> EXERCISE DESCRIPTION:
Return a copy of each line in the listing that includes the word "linejoin".

::::

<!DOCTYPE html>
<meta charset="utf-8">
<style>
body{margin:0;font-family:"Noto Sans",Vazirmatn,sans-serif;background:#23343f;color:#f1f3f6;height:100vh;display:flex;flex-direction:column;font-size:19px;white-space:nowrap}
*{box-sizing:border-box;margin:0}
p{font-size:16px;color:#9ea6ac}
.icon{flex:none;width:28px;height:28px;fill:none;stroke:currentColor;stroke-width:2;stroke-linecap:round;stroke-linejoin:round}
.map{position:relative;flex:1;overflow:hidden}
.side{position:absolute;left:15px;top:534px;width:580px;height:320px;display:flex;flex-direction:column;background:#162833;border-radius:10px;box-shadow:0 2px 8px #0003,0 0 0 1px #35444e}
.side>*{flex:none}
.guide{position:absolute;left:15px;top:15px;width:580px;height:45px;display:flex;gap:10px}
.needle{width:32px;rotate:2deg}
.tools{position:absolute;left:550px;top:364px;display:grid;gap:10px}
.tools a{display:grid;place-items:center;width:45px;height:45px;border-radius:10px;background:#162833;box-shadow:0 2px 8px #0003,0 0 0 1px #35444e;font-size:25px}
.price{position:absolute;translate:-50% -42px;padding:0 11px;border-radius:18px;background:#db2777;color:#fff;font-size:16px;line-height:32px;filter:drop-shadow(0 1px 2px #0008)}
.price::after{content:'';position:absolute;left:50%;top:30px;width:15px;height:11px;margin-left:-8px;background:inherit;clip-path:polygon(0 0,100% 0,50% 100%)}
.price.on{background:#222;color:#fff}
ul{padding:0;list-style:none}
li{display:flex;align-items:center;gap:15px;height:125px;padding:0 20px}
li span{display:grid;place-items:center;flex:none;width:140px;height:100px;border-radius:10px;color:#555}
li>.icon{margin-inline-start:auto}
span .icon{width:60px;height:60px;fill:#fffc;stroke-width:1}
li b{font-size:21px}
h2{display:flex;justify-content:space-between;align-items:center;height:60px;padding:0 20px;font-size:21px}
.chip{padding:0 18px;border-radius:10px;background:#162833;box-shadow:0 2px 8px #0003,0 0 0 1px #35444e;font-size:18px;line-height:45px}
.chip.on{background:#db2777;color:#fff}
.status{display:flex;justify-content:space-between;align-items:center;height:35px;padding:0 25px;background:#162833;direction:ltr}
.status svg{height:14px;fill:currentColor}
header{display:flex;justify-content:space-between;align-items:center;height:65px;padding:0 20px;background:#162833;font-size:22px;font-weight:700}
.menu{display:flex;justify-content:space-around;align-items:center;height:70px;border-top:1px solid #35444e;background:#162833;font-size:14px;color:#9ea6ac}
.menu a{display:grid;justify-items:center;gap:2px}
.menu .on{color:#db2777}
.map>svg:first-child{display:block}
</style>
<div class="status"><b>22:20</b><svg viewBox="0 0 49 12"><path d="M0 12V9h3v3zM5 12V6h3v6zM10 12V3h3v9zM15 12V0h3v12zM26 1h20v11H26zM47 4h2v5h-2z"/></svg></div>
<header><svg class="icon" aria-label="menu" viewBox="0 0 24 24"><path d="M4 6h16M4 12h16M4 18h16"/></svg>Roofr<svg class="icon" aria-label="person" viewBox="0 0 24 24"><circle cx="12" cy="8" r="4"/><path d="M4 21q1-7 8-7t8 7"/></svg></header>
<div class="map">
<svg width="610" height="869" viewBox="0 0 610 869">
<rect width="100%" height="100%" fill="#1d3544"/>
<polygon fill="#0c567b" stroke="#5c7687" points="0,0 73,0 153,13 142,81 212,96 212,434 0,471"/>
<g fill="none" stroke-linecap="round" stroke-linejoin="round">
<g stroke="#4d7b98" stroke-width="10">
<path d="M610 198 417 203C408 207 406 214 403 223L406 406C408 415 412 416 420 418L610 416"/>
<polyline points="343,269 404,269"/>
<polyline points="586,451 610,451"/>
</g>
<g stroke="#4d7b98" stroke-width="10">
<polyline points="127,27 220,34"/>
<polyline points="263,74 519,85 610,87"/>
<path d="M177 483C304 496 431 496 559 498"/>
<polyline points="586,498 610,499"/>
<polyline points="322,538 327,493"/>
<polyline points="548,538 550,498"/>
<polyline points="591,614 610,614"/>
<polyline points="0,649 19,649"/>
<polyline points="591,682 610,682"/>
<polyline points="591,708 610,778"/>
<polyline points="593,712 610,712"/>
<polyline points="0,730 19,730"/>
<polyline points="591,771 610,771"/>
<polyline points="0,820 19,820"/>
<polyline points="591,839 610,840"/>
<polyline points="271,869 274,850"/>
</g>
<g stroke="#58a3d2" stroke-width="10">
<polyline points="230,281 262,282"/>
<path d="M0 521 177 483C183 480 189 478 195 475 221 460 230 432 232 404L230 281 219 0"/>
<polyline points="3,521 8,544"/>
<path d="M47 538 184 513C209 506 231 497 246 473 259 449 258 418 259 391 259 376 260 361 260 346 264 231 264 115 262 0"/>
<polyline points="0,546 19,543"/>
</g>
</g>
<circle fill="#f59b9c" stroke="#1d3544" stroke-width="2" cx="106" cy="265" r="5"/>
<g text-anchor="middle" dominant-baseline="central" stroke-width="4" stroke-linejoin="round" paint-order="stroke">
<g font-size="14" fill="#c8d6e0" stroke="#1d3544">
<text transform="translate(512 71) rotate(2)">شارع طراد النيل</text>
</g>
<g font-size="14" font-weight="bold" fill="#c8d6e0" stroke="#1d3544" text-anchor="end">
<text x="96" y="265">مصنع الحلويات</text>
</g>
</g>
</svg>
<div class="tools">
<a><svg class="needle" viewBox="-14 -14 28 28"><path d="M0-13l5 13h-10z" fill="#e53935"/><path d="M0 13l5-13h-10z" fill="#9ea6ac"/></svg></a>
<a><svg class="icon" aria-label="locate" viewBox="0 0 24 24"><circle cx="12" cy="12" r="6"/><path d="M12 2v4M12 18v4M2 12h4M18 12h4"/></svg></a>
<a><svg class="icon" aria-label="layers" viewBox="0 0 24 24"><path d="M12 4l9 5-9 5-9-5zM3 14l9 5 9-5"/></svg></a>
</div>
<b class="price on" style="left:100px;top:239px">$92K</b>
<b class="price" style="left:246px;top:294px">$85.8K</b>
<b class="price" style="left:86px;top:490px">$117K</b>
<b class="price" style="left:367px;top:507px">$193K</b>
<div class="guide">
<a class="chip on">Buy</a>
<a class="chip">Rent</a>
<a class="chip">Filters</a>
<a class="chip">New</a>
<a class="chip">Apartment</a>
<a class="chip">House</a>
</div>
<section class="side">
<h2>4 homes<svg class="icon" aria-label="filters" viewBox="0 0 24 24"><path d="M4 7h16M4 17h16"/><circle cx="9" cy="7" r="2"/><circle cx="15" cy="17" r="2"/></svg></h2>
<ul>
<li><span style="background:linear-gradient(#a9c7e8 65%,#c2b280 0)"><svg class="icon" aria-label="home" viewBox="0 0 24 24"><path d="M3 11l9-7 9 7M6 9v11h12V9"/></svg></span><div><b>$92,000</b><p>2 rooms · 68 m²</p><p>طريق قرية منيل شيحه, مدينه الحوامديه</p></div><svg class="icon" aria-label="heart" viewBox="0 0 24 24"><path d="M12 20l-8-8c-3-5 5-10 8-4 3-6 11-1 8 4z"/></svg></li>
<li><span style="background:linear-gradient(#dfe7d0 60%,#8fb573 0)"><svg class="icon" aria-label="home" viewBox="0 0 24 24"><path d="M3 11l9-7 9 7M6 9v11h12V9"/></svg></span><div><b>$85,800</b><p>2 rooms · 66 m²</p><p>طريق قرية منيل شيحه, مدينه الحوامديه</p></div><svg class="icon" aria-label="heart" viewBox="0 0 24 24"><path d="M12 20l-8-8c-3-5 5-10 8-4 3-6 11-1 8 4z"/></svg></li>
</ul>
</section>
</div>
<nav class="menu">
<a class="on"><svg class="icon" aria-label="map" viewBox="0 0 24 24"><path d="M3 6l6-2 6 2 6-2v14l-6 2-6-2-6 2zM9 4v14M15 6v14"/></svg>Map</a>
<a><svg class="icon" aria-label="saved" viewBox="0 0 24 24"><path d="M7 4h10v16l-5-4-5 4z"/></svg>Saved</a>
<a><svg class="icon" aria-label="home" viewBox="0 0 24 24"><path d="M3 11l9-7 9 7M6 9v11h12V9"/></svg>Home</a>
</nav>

::::

> WRITTEN REPLY:
.icon{flex:none;width:28px;height:28px;fill:none;stroke:currentColor;stroke-width:2;stroke-linecap:round;stroke-linejoin:round}
<g fill="none" stroke-linecap="round" stroke-linejoin="round">
<g text-anchor="middle" dominant-baseline="central" stroke-width="4" stroke-linejoin="round" paint-order="stroke">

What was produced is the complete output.